ANAK REFORMASI

1998. Suatu masa dimana rezim pemerintahan selama lebih dari 30 tahun di negeri ini digulingkan. Entah benar-benar karena perjuangan para mahasiswa kah atau adanya konspirasi dari beberapa petinggi negara yang menginginkan sang pemimpin turun dari tahtanya untuk mengincar kekuasaan tersebut.
Teriakan para mahasiswa mengguncang ibukota negara. Demonstran meminta sang penguasa orde baru lengser dari kursi kekuasaan. Kerusuhan pun melanda berbagai tempat. Entah darimana asalnya para pengrusak. Mereka datang menghancurkan berbagai bangunan komersial. Sang jago merah berkobar di seluruh wilayah ibukota. Korban pun tak terelakkan. Dan kebanyakan adalah para etnis Tionghoa. Mereka dibunuh, dibakar, toko-toko dan rumah mereka dirusak serta dijarah. Para istri dan anak perempuan diperkosa dan mengalami kekerasan seksual. Sungguh trauma yang sulit dihilangkan dalam ingatan setiap insan etnis Tionghoa.
Negeri yang katanya memiliki semboyan "Bhinneka Tunggal Ika" justru tega melakukan perbuatan keji pada mereka. Meskipun mereka berkulit putih, bermata sipit, memiliki ras berbeda,tapi mereka tetaplah warga Indonesia. Mereka berhak atas perlindungan dari negara sama seperti warga lainnya.

Namun aku pun tak bisa men"judge" terlalu banyak karena aku bukanlah bagian dari anak orde baru. Aku memang sempat merasakan pelik dan sejahtera kehidupan orde baru. Tapi aku belum memahami inflasi negara yang tiba-tiba melambung, nilai rupiah yang turun, utang negara yang membengkak ataupun berbagai realita kompleks di masa itu. Aku hanya mengerti film kartun yang kunikmati setiap minggu pagi, bersenang-senang dengan temanku di TK, uang jajan dari ayah dan ibu dan berbagai kesenangan yang dapat dipahami oleh anak usia 4 tahun.
Namun, hari itu rasanya sungguh aku mengalami ketakutan terbesar pertamaku tinggal di kota kelahiranku. Solo. Kota kecil yang selalu kulihat aman, nyaman dan damai. Berubah menjadi suatu sumber malapetaka bagi beberapa pihak. Supermarket dan mal dibakar. Masyarakat menjarah berbagai barang-barang di toko. Demonstrasi terjadi dimana-mana. Bahkan kudengar korban pun berjatuhan. Sungguh ngeri rasanya hari itu seorang bocah 4 tahun yang sedang berjalan bersama kedua orang tuanya melihat kobaran api menyala di supermarket tempat ibu biasa berbelanja. Dan banyak orang berkerumun, berteriak, merusak dan menjarah barang-barang di dalam. Bahkan kotaku telah dinilai sebagai kota yang sangat mudah terprovokasi dengan masalah perbedaan ras dan etnis. Tak khayal bangunan pertokoan yang hancur kebanyakan adalah milik etnis Tionghoa.
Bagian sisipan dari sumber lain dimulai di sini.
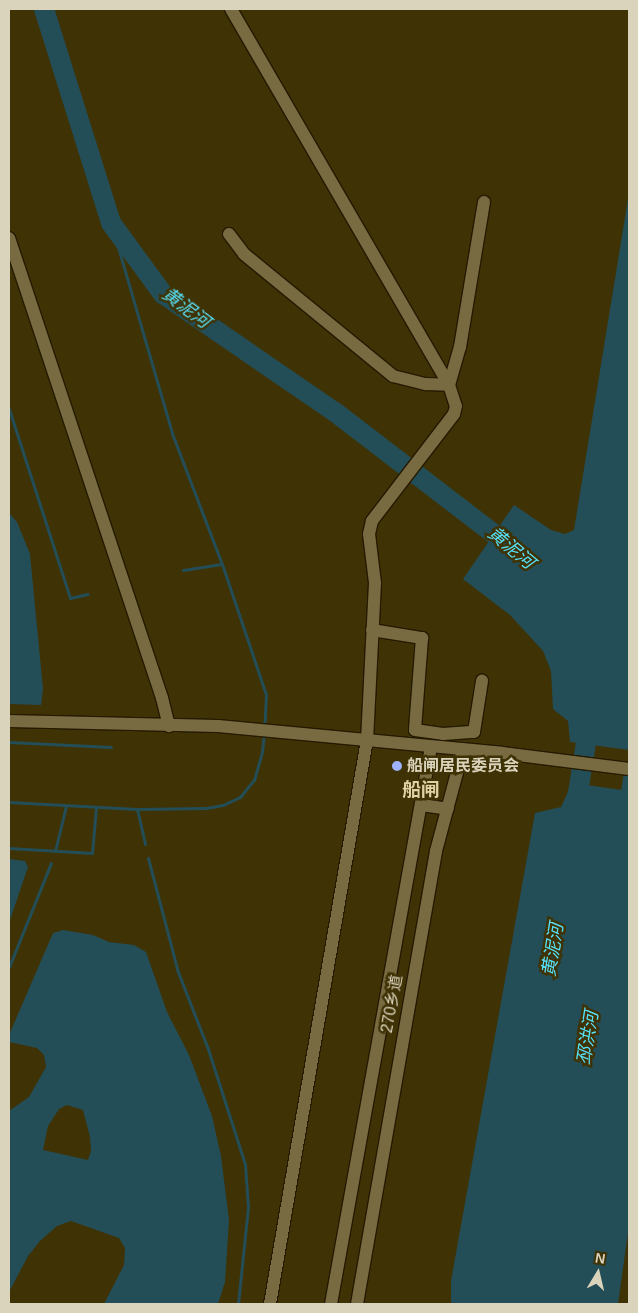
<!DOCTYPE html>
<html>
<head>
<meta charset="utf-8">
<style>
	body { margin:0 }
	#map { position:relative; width:638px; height:1313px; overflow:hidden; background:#3f3205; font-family:Arial,"Noto Sans SC",sans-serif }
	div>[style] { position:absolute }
	.water>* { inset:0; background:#234e57 }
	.stream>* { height:3px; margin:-1.5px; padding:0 1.5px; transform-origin:1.5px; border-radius:1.5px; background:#234e57 }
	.canal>* { height:11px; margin:-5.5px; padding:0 5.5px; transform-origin:5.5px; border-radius:5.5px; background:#234e57 }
	.river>* { height:20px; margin:-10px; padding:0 10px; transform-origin:10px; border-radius:10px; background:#234e57 }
	.roads { filter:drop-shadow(1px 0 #241a00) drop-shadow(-1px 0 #241a00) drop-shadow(0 1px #241a00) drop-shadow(0 -1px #241a00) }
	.minor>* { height:12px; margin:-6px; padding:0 6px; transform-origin:6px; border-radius:6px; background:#796b41 }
	.dots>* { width:14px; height:14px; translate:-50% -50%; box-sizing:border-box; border:2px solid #3f3205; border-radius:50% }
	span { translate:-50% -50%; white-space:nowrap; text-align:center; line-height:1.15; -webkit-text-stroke:5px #3f3205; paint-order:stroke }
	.poi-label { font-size:16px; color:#dbd4bd; font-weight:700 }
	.left { translate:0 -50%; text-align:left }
	.street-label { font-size:16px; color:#dbd4bd }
	.water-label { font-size:18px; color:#56e2fc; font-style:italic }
	.quarter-label { font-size:19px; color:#e1d2a4; font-weight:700 }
	.frame { position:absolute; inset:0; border:10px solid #dbd4bd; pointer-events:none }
	.north { position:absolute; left:573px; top:1248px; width:50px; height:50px; -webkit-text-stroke:4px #3f3205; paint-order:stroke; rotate:9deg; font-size:14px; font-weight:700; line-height:20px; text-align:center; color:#dbd4bd }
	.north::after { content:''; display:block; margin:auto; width:18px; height:22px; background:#dbd4bd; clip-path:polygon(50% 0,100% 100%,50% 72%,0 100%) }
</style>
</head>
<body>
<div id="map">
	<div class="water">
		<i style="clip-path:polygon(629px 193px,629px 750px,570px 742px,568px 721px,553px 709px,551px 671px,543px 651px,510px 615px,463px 579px,514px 505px,551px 530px,565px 534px,574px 530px)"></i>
		<i style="clip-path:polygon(9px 513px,17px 522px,30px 554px,43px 689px,41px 705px,9px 704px)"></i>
		<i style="clip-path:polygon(572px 783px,629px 791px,629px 1226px,618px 1304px,451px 1304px,451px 1281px,535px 813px,561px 807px)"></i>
		<i style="clip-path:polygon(9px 859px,25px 861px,28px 867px,9px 923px)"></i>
		<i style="clip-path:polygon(evenodd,63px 930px,93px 935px,109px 942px,134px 945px,146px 952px,167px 1012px,189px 1055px,212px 1116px,221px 1156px,229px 1220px,225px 1282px,218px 1304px,104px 1304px,124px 1265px,125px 1248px,119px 1238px,71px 1221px,57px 1226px,40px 1241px,28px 1256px,9px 1292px,9px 1111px,29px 1097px,46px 1067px,44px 1055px,37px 1048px,9px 1042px,9px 1035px,53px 933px,63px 930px,67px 1105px,83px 1110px,90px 1137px,91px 1151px,88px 1160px,43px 1150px,48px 1126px,59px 1109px,67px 1105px)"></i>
	</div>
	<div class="stream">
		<i style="left:111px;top:223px;width:222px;rotate:73.8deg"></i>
		<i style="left:173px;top:436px;width:137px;rotate:69.1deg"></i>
		<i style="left:222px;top:564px;width:138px;rotate:71.4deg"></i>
		<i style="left:266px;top:695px;width:33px;rotate:93deg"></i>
		<i style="left:9px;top:409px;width:199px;rotate:72.1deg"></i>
		<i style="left:70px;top:598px;width:18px;rotate:-13deg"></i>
		<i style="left:183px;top:570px;width:39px;rotate:-9deg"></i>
		<i style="left:9px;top:742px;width:102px;rotate:2.8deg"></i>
		<i style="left:9px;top:802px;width:128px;rotate:3.1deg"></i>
		<i style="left:137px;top:809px;width:69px;rotate:-0.8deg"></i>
		<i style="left:206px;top:808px;width:17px;rotate:-10deg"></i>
		<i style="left:223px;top:805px;width:19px;rotate:-25deg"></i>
		<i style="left:240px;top:797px;width:22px;rotate:-51deg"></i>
		<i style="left:254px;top:780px;width:29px;rotate:-74deg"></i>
		<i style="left:262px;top:752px;width:18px;rotate:-84deg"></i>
		<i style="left:137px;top:809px;width:36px;rotate:77deg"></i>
		<i style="left:9px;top:848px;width:83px;rotate:3.4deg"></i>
		<i style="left:92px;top:853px;width:46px;rotate:-85deg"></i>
		<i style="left:55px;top:851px;width:46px;rotate:-76.3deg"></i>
		<i style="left:148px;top:858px;width:118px;rotate:75.3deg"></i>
		<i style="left:178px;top:972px;width:83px;rotate:68.7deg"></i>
		<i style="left:208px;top:1049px;width:121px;rotate:72.2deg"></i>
		<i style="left:245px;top:1164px;width:43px;rotate:86deg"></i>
		<i style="left:248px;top:1207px;width:98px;rotate:95.9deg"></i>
		<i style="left:9px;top:967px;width:112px;rotate:-68deg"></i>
	</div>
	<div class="canal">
		<i style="left:624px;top:804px;width:32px;rotate:-81deg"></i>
	</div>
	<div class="river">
		<i style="left:44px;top:9px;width:224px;rotate:72.6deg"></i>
		<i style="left:111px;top:223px;width:88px;rotate:53.8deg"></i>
		<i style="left:163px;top:294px;width:209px;rotate:34.5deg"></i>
		<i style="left:335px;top:412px;width:227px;rotate:37.5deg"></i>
		<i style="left:575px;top:811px;width:94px;rotate:-80.8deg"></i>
	</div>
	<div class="roads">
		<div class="minor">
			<i style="left:231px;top:9px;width:435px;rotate:59.9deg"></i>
			<i style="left:449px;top:385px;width:22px;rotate:72deg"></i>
			<i style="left:456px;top:406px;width:8px;rotate:104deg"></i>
			<i style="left:454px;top:414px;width:135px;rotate:127.5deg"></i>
			<i style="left:372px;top:521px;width:13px;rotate:103deg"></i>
			<i style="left:369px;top:534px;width:49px;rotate:83deg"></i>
			<i style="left:375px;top:583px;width:157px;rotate:92.9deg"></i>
			<i style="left:367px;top:740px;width:572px;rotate:99.76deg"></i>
			<i style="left:229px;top:234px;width:25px;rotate:53deg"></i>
			<i style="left:244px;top:254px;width:193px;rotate:39.3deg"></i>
			<i style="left:393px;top:376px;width:34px;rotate:14deg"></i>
			<i style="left:426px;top:384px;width:23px;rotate:2deg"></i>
			<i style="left:449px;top:385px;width:40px;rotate:-74deg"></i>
			<i style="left:460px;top:347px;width:147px;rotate:-80.6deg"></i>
			<i style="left:9px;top:238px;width:485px;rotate:71.6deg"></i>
			<i style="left:162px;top:698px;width:29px;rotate:76deg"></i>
			<i style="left:372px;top:630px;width:51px;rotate:9.1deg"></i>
			<i style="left:422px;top:638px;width:92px;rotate:94.4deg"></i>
			<i style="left:415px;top:730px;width:28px;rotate:8deg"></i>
			<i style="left:443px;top:734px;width:31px;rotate:-4deg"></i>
			<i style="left:474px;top:732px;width:52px;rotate:-81.1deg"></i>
			<i style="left:9px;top:721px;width:209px;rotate:1.4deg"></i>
			<i style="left:218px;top:726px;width:285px;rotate:5.4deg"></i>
			<i style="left:502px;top:753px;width:128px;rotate:7.2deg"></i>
			<i style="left:421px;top:805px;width:27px;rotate:8deg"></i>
			<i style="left:331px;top:1304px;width:566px;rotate:-79.82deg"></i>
			<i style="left:357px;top:1304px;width:460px;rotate:-80.1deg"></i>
			<i style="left:436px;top:851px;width:105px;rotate:-75deg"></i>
		</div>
	</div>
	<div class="dots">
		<i style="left:397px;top:766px;background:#9fb3fd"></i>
	</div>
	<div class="poi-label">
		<span class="left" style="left:407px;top:766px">船闸居民委员会</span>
	</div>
	<div class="street-label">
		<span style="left:392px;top:1004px;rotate:-80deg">270乡道</span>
	</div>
	<div class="water-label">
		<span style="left:186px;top:308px;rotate:37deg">黄泥河</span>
		<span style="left:511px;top:548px;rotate:40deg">黄泥河</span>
		<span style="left:553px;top:950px;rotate:-81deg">黄泥河</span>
		<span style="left:588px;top:1038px;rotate:-81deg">邳洪河</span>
	</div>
	<div class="quarter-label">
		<span style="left:421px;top:790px">船闸</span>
	</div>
	<div class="frame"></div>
	<div class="north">N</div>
</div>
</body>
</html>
Tapi, aku bersyukur. Aku bukanlah anak yang harus terkungkung hidup pada era orde baru. Dan aku juga dapat menikmati peralihan era besar pemerintahan dalam hidupku ini. Kini aku telah tumbuh dan berkembang sebagai anak reformasi. Anak yang berhak berpendapat di muka umum. Mengumabar status di facebook atau kicauan di twitter tentang berbagai para petinggi bangsa atau partai politik. Tak perlu takut dengan bendera partai kuning. Ataupun takut hilang diculik dan mati dibunuh.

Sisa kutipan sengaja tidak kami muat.